In the following example, I am defining the IteratableDataset for obtaining batches from a single (large) csv file.

class MyIterableCsvDataset(IterableDataset):

    def __init__(self, data):
        self.file_name = data

    def process_data(self, line):

        line = line.strip()
        line = numpy.array(line.split(','), dtype=np.float64)
        return line

    def __iter__(self):
        worker_total_num = torch.utils.data.get_worker_info().num_workers
        worker_id = torch.utils.data.get_worker_info().id
        #Create an iterator
        file_itr = open(self.file_name)
        #Map each element using the line_mapper
        mapped_itr = map(self.process_data, file_itr)
        #Add multiworker functionalitys
        mapped_itr = itertools.islice(mapped_itr, worker_id, None, worker_total_num)
        return mapped_itr

Now, say I am initializing the dataloader as follows (please check the references I used to compile the solution):

    iterable_dataset = MyIterableCsvDataset(data)
    dataloader = DataLoader(iterable_dataset, batch_size = 256, num_workers = 1)

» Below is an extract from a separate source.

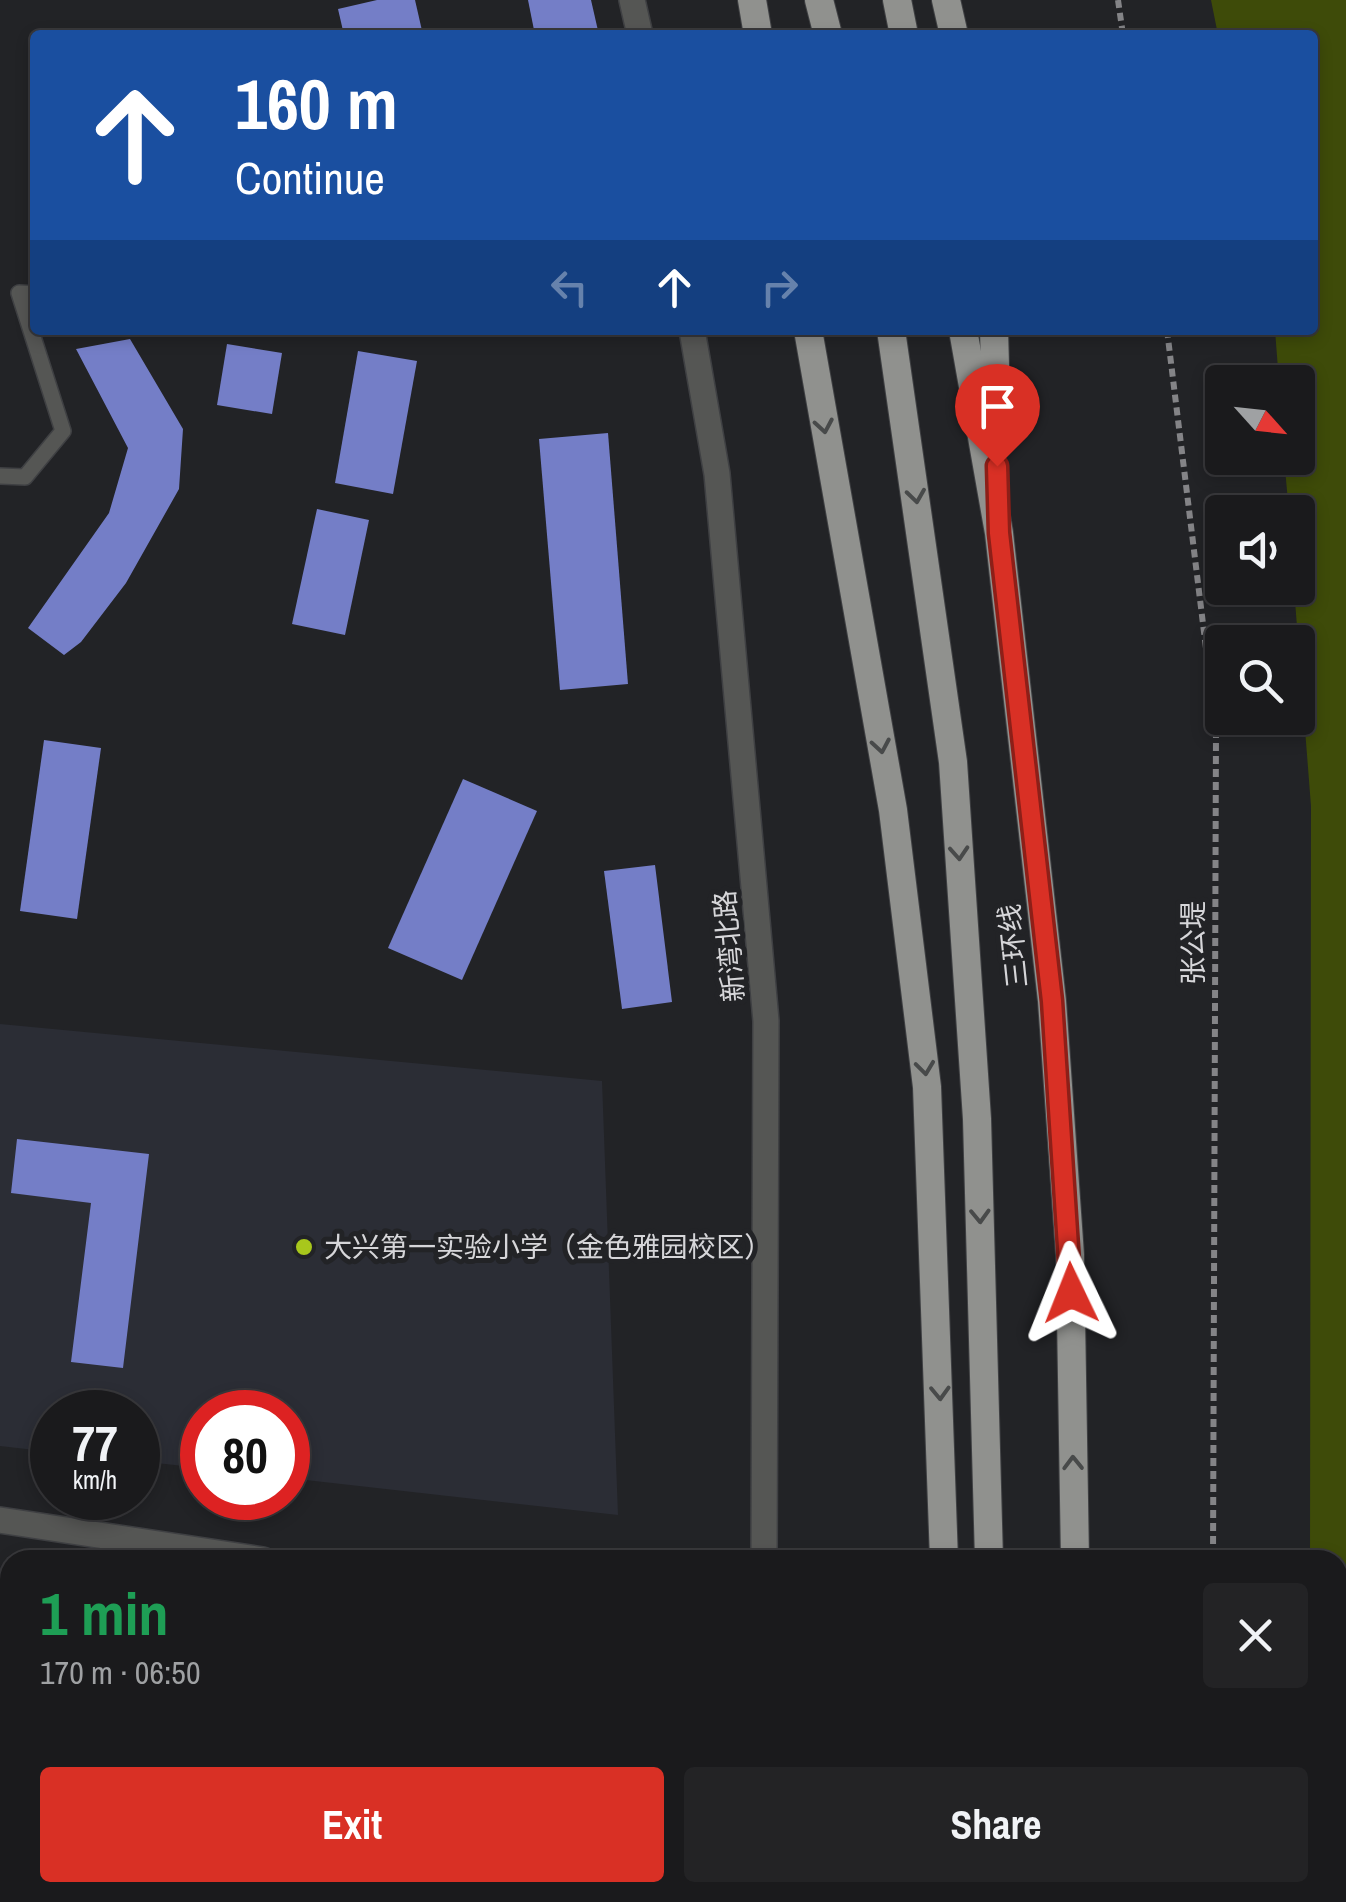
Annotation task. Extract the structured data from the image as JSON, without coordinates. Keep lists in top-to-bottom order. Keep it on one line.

I am getting appropriate batches of size <256, feature_size>, where feature_size is the number of columns in the csv dataset.

Here is my code for reading multiple partitioned files in parquet format.

class MyIterableParquetDataset(IterableDataset):

    def __init__(self, files, path):
        self.file_iter = files
        self.data_path = path
    def process_data(self, file):

        data = pandas.read_parquet('{}/{}'.format(self.data_path, file))
        data = data.values
        return data
    
    def __iter__(self):
        worker_total_num = torch.utils.data.get_worker_info().num_workers
        worker_id = torch.utils.data.get_worker_info().id
        mapped_itr = map(self.process_data, self.file_iter)
        mapped_itr = itertools.islice(mapped_itr, worker_id, None, worker_total_num)
        return mapped_itr

I am initializing the dataloader as follows:

 parquet_files = ['file1.parquet',.....,'filen.parquet']
 iterable_dataset = MyIterableParquetDataset(parquet_files, path)

 dataloader = DataLoader(iterable_dataset, batch_size = 256, num_workers = 1)

The issue I am facing is in getting a batch of the defined size (i.e., 256). Say each parquet file contains 1K lines, then the batch size results in [256, 1000, <feature_size>]. This is obvious since the method process_data reads one parquet file and gets all the rows within the file rather than one row at a time (compared to the csv example I provided earlier). Can someone help me with solutions to overcome this issue?

References:

  1. Medium Article on building streaming data
  2. Iterable pytorch dataset with multiple workers

cc @ejguan @nivek for dataloader questions

I think you need to find a way to read parquet file row by row. I recommend you to search solution from pyarrow.